EXERCISE OBJECTIVE: Nothing but the pictures should go missing; return all the entries below exactly.

MATERIAL SUPPLIED:
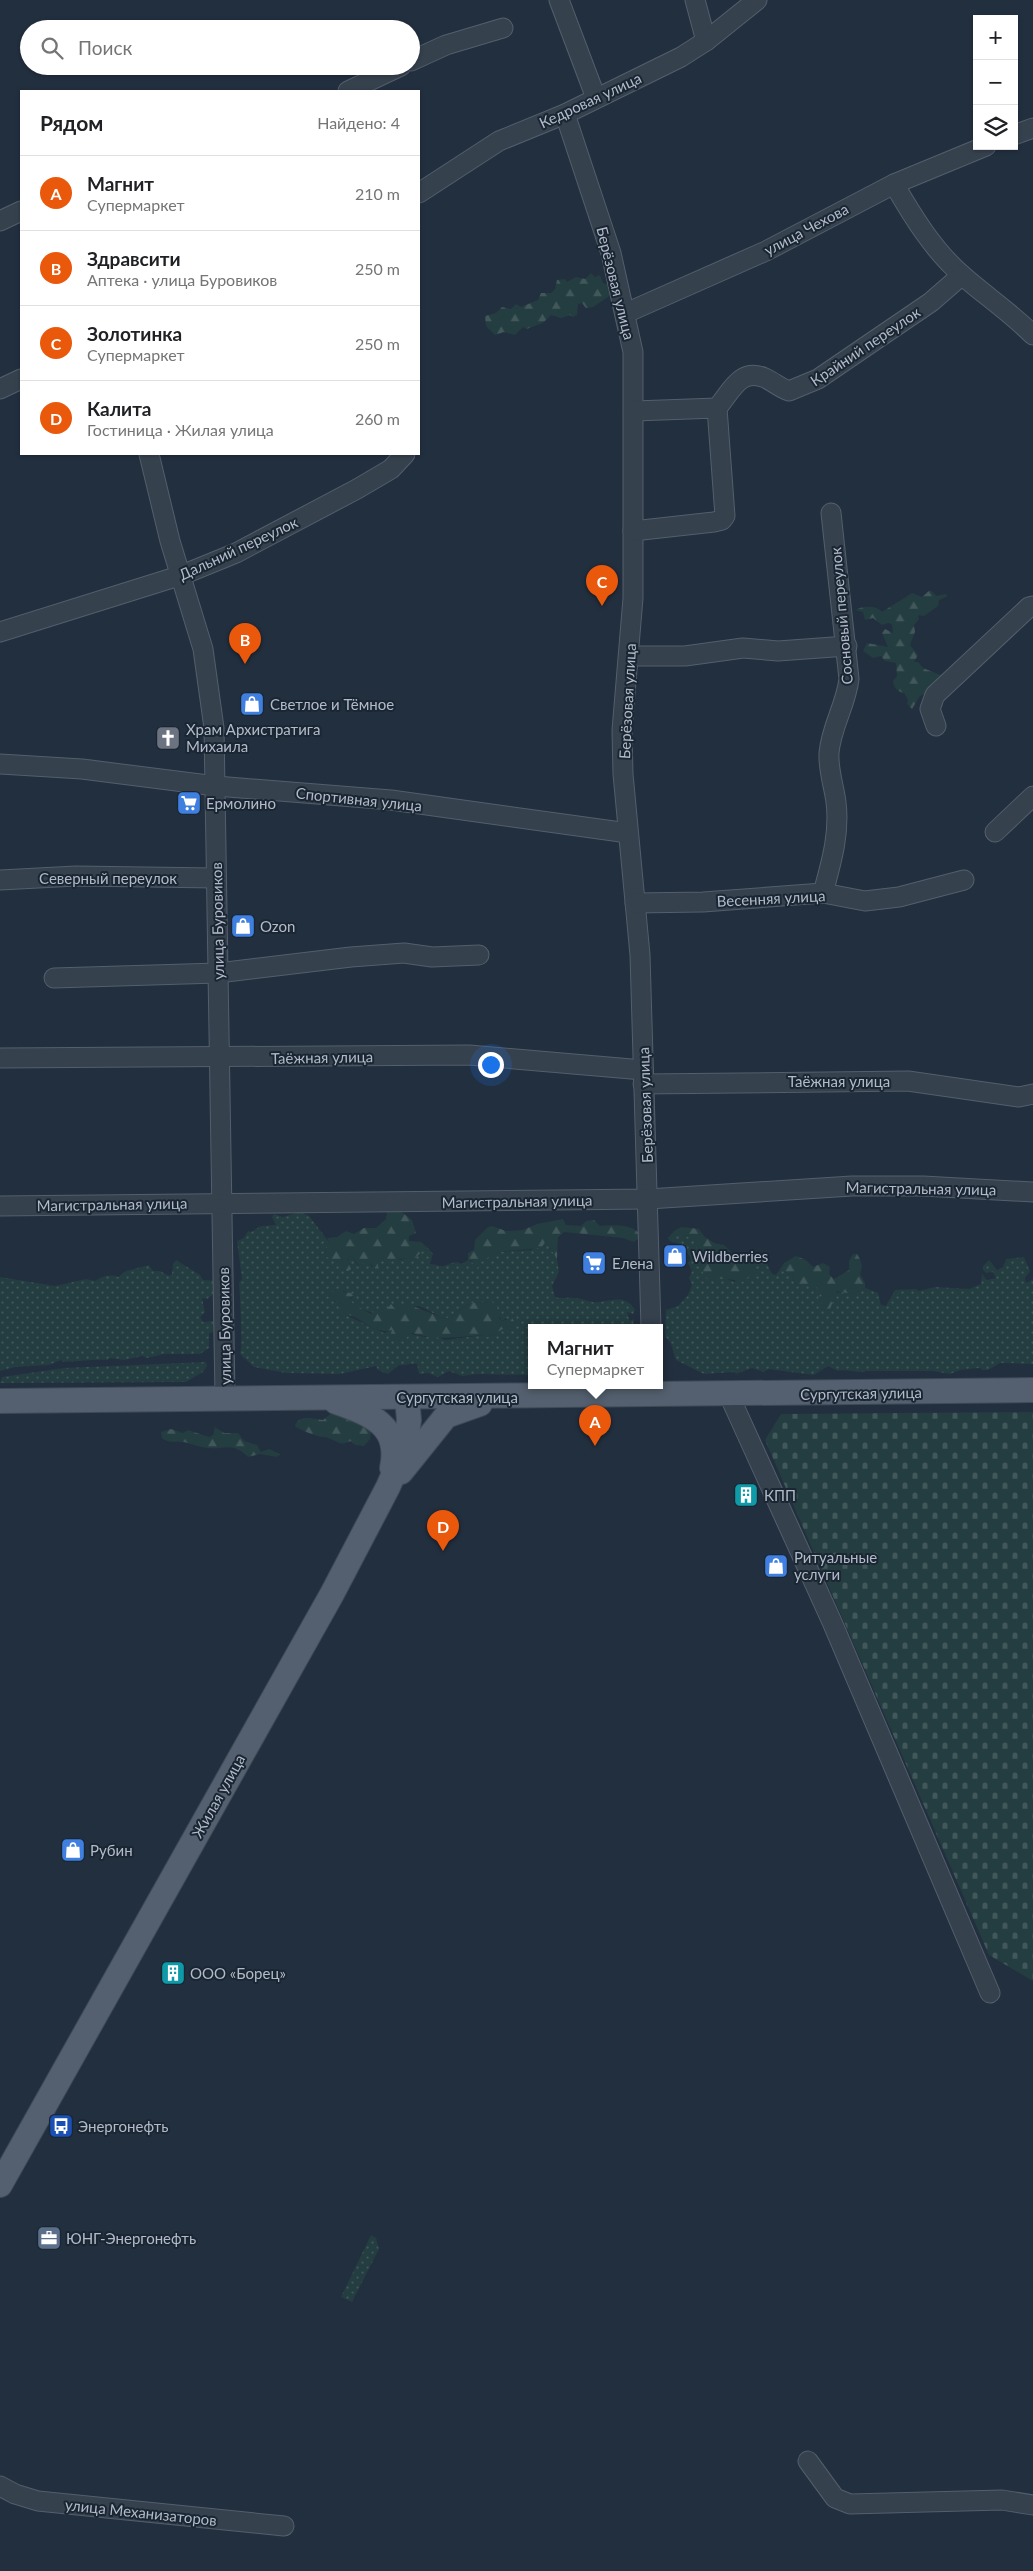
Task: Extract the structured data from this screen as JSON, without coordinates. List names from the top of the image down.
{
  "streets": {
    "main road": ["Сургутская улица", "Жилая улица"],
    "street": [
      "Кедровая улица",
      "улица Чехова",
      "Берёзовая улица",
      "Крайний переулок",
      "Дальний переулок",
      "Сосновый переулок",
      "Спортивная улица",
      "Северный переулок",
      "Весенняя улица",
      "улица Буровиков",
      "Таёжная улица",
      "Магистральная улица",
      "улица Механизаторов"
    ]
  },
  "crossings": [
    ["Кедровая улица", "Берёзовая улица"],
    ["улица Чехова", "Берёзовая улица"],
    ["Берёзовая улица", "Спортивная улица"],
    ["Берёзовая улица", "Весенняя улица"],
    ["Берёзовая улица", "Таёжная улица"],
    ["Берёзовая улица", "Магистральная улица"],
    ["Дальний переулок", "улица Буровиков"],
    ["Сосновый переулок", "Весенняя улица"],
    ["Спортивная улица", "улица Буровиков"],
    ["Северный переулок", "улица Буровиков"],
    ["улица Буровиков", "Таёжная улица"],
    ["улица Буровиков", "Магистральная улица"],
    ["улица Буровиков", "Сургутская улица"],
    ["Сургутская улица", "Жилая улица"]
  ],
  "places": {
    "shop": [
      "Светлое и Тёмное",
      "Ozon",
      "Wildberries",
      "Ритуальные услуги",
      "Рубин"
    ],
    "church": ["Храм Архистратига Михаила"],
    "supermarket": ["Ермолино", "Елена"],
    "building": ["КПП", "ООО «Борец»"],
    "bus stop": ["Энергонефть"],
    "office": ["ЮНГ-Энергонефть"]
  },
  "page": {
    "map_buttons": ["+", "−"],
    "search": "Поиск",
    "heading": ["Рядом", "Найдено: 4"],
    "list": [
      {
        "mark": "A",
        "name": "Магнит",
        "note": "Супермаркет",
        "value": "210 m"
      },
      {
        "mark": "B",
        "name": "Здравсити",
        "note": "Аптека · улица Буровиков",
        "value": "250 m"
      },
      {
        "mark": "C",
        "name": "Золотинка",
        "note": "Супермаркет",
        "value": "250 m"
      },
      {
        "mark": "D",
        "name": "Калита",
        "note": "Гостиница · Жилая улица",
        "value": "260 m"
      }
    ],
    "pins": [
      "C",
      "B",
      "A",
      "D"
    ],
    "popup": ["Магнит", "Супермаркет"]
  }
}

SOLUTION TO THE EXERCISE:
Task: Extract the structured data from this screen as JSON, without coordinates. List names from the top of the image down.
{
  "streets": {
    "main road": ["Сургутская улица", "Жилая улица"],
    "street": [
      "Кедровая улица",
      "улица Чехова",
      "Берёзовая улица",
      "Крайний переулок",
      "Дальний переулок",
      "Сосновый переулок",
      "Спортивная улица",
      "Северный переулок",
      "Весенняя улица",
      "улица Буровиков",
      "Таёжная улица",
      "Магистральная улица",
      "улица Механизаторов"
    ]
  },
  "crossings": [
    ["Кедровая улица", "Берёзовая улица"],
    ["улица Чехова", "Берёзовая улица"],
    ["Берёзовая улица", "Спортивная улица"],
    ["Берёзовая улица", "Весенняя улица"],
    ["Берёзовая улица", "Таёжная улица"],
    ["Берёзовая улица", "Магистральная улица"],
    ["Дальний переулок", "улица Буровиков"],
    ["Сосновый переулок", "Весенняя улица"],
    ["Спортивная улица", "улица Буровиков"],
    ["Северный переулок", "улица Буровиков"],
    ["улица Буровиков", "Таёжная улица"],
    ["улица Буровиков", "Магистральная улица"],
    ["улица Буровиков", "Сургутская улица"],
    ["Сургутская улица", "Жилая улица"]
  ],
  "places": {
    "shop": [
      "Светлое и Тёмное",
      "Ozon",
      "Wildberries",
      "Ритуальные услуги",
      "Рубин"
    ],
    "church": ["Храм Архистратига Михаила"],
    "supermarket": ["Ермолино", "Елена"],
    "building": ["КПП", "ООО «Борец»"],
    "bus stop": ["Энергонефть"],
    "office": ["ЮНГ-Энергонефть"]
  },
  "page": {
    "map_buttons": ["+", "−"],
    "search": "Поиск",
    "heading": ["Рядом", "Найдено: 4"],
    "list": [
      {
        "mark": "A",
        "name": "Магнит",
        "note": "Супермаркет",
        "value": "210 m"
      },
      {
        "mark": "B",
        "name": "Здравсити",
        "note": "Аптека · улица Буровиков",
        "value": "250 m"
      },
      {
        "mark": "C",
        "name": "Золотинка",
        "note": "Супермаркет",
        "value": "250 m"
      },
      {
        "mark": "D",
        "name": "Калита",
        "note": "Гостиница · Жилая улица",
        "value": "260 m"
      }
    ],
    "pins": [
      "C",
      "B",
      "A",
      "D"
    ],
    "popup": ["Магнит", "Супермаркет"]
  }
}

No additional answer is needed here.